Quem: Gabriel Martinelli, atacante do Arsenal e da Seleção Brasileira. O que: afirmou que a Premier League é mais intensa do que a atual Copa do Mundo. Quando: nesta segunda-feira (22). Onde: em entrevista coletiva concedida no centro de mídia da Seleção. Por quê: segundo o jogador, o calor e a falta de entrosamento entre os atletas de seleções diminuem o ritmo do torneio em relação ao campeonato inglês.
Por que a Premier League parece “mais intensa” para Martinelli?
Na visão do atacante, três fatores pesam:
1. Clima: jogos da Copa costumam ocorrer em intervalos curtos e, muitas vezes, em temperaturas elevadas.
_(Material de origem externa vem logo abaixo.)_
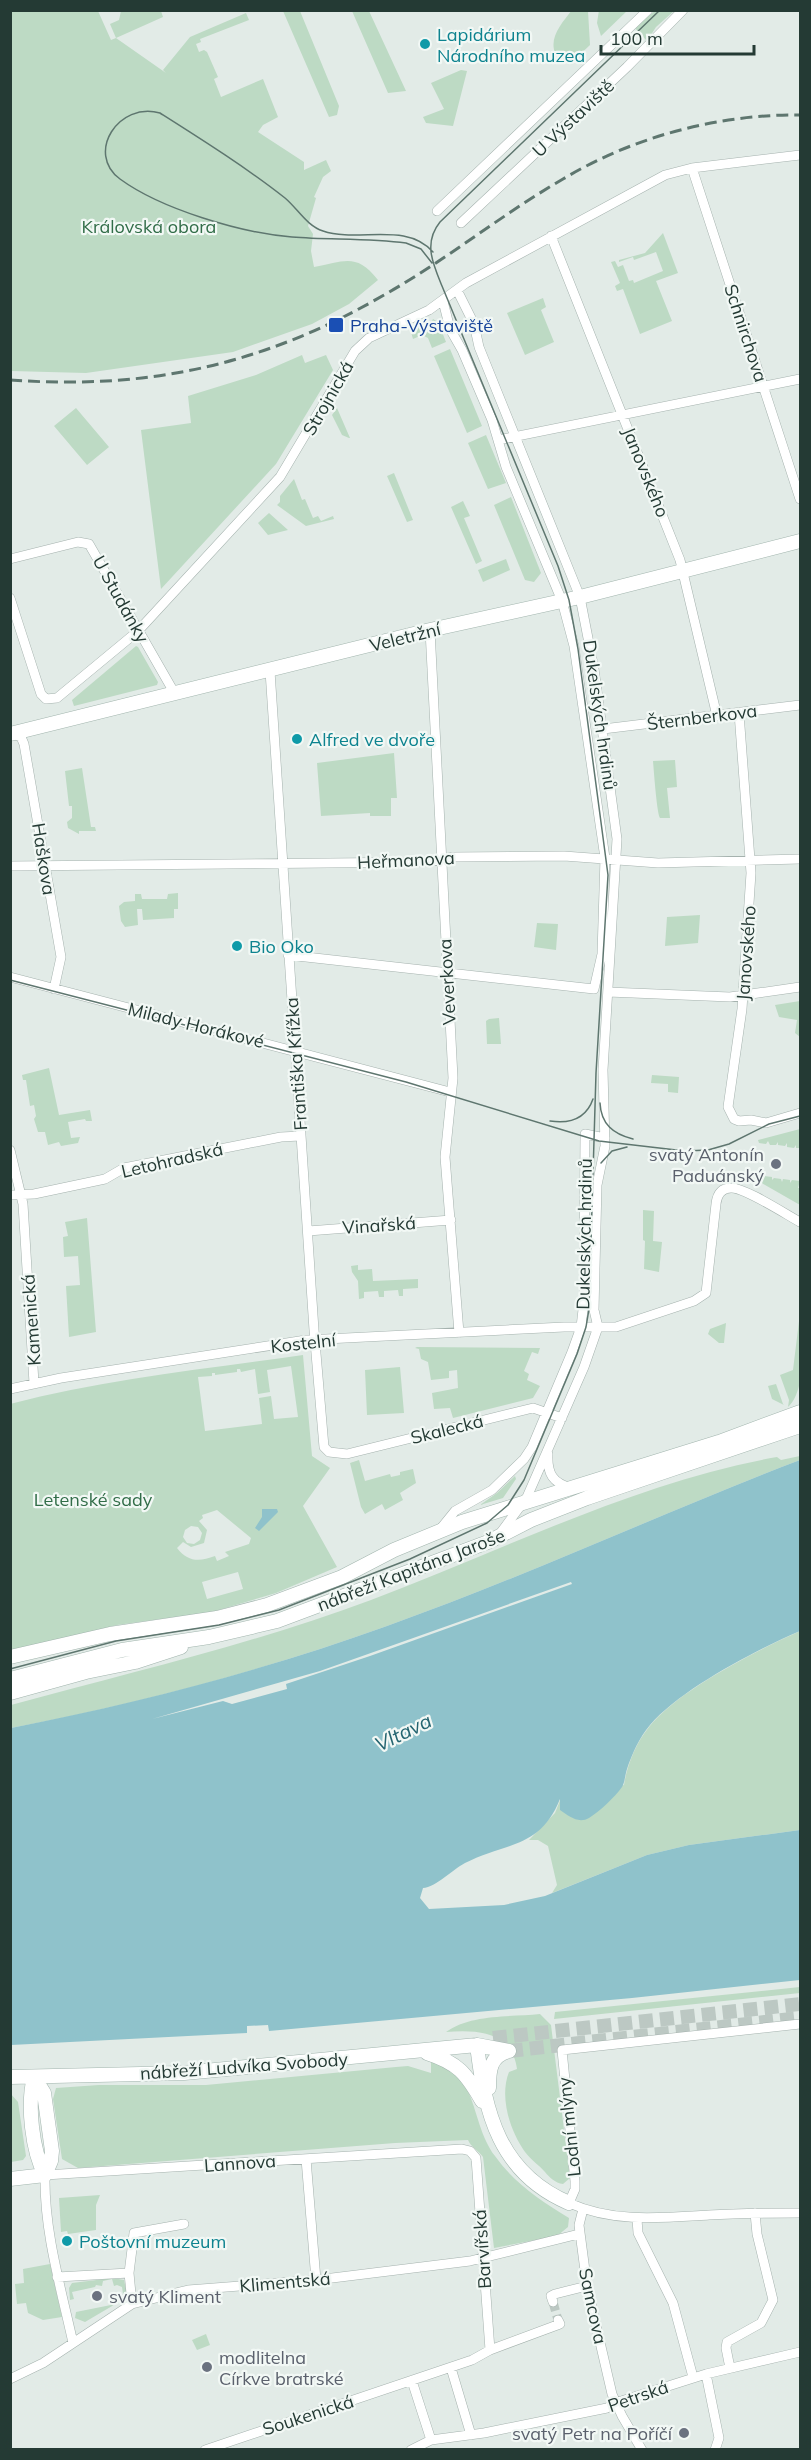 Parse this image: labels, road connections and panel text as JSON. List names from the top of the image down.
{
  "streets": {
    "main road": [
      "Veletržní",
      "nábřeží Kapitána Jaroše",
      "nábřeží Ludvíka Svobody",
      "Lannova"
    ],
    "street": [
      "U Výstaviště",
      "Schnirchova",
      "Strojnická",
      "Janovského",
      "U Studánky",
      "Dukelských hrdinů",
      "Šternberkova",
      "Haškova",
      "Heřmanova",
      "Veverkova",
      "Milady Horákové",
      "Františka Křížka",
      "Letohradská",
      "Vinařská",
      "Kamenická",
      "Kostelní",
      "Skalecká",
      "Lodní mlýny",
      "Barvířská",
      "Klimentská",
      "Samcova",
      "Petrská",
      "Soukenická"
    ]
  },
  "crossings": [
    ["Schnirchova", "Strojnická"],
    ["Strojnická", "Janovského"],
    ["Strojnická", "U Studánky"],
    ["Strojnická", "Dukelských hrdinů"],
    ["Janovského", "Veletržní"],
    ["Janovského", "Šternberkova"],
    ["Janovského", "Heřmanova"],
    ["U Studánky", "Veletržní"],
    ["Veletržní", "Dukelských hrdinů"],
    ["Veletržní", "Haškova"],
    ["Veletržní", "Veverkova"],
    ["Veletržní", "Františka Křížka"],
    ["Dukelských hrdinů", "Šternberkova"],
    ["Dukelských hrdinů", "Heřmanova"],
    ["Dukelských hrdinů", "Veverkova"],
    ["Dukelských hrdinů", "Kostelní"],
    ["Dukelských hrdinů", "Skalecká"],
    ["Dukelských hrdinů", "nábřeží Kapitána Jaroše"],
    ["Haškova", "Heřmanova"],
    ["Haškova", "Milady Horákové"],
    ["Heřmanova", "Veverkova"],
    ["Heřmanova", "Františka Křížka"],
    ["Veverkova", "Milady Horákové"],
    ["Veverkova", "Vinařská"],
    ["Veverkova", "Kostelní"],
    ["Milady Horákové", "Františka Křížka"],
    ["Františka Křížka", "Letohradská"],
    ["Františka Křížka", "Vinařská"],
    ["Františka Křížka", "Kostelní"],
    ["Františka Křížka", "Skalecká"],
    ["Letohradská", "Kamenická"],
    ["Kamenická", "Kostelní"],
    ["Lannova", "Barvířská"],
    ["Barvířská", "Klimentská"],
    ["Klimentská", "Samcova"],
    ["Samcova", "Petrská"]
  ],
  "water": ["Vltava"],
  "parks": ["Královská obora", "Letenské sady"],
  "places": {
    "other": [
      "Lapidárium Národního muzea",
      "Alfred ve dvoře",
      "Bio Oko",
      "svatý Antonín Paduánský",
      "Poštovní muzeum",
      "svatý Kliment",
      "modlitelna Církve bratrské",
      "svatý Petr na Poříčí"
    ],
    "transit": ["Praha-Výstaviště"]
  },
  "scale_bar": "100 m"
}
O Mundial do Catar registrou média superior a 28 °C em diversas partidas, o que reduz a quantidade de sprints e a velocidade média.
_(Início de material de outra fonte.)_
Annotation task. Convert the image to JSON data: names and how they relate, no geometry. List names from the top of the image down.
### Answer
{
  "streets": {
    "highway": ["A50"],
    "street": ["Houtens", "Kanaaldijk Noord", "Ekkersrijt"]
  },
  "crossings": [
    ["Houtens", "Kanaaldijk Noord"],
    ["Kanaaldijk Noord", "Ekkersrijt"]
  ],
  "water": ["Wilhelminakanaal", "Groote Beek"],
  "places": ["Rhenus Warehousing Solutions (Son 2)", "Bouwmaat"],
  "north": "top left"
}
2. Entrosamento: clubes ingleses treinam e competem juntos de agosto a maio, permitindo automatismos que aceleram a tomada de decisão. Em seleções, a convivência é limitada a janelas internacionais.
3. Calendário e estilo de jogo: a Premier League tem 38 rodadas, além de copas nacionais, com partidas que raramente ficam abaixo de 100 km percorridos por equipe. Essa carga constante de alta exigência física cria a percepção de intensidade defendida por Martinelli.
Raio-X de Gabriel Martinelli na temporada do título inglês
Jogos (Premier League): 34
Gols: 15
Assistências: 6
Sprints por 90 min (média Opta): 25,4
Minutos para participar de gol: 154
O atacante foi peça-chave no Arsenal que, de acordo com o próprio clube, liderou a liga em high-intensity runs (corridas acima de 24 km/h) na campanha do título. Esses números embasam a declaração do jogador sobre o ritmo elevado na Inglaterra.
Premier League x Copa do Mundo: comparação de dados físicos
Abaixo, médias de estatísticas públicas compiladas pela FIFA (Copa 2022) e pela liga inglesa (temporada 2023/24):
Distância total por jogo (equipes):
Premier League – 107,8 km
Copa do Mundo – 103,2 km
Imagem: Internet
Sprints acima de 24 km/h:
Premier League – 175,4
Copa do Mundo – 148,9
Velocidade média dos 15 jogadores mais rápidos:
Premier League – 34,9 km/h
Copa do Mundo – 33,4 km/h
Os dados reforçam que, em termos brutos, a competição doméstica inglesa impõe mais acelerações e maior quilometragem, alinhando-se à percepção de Martinelli.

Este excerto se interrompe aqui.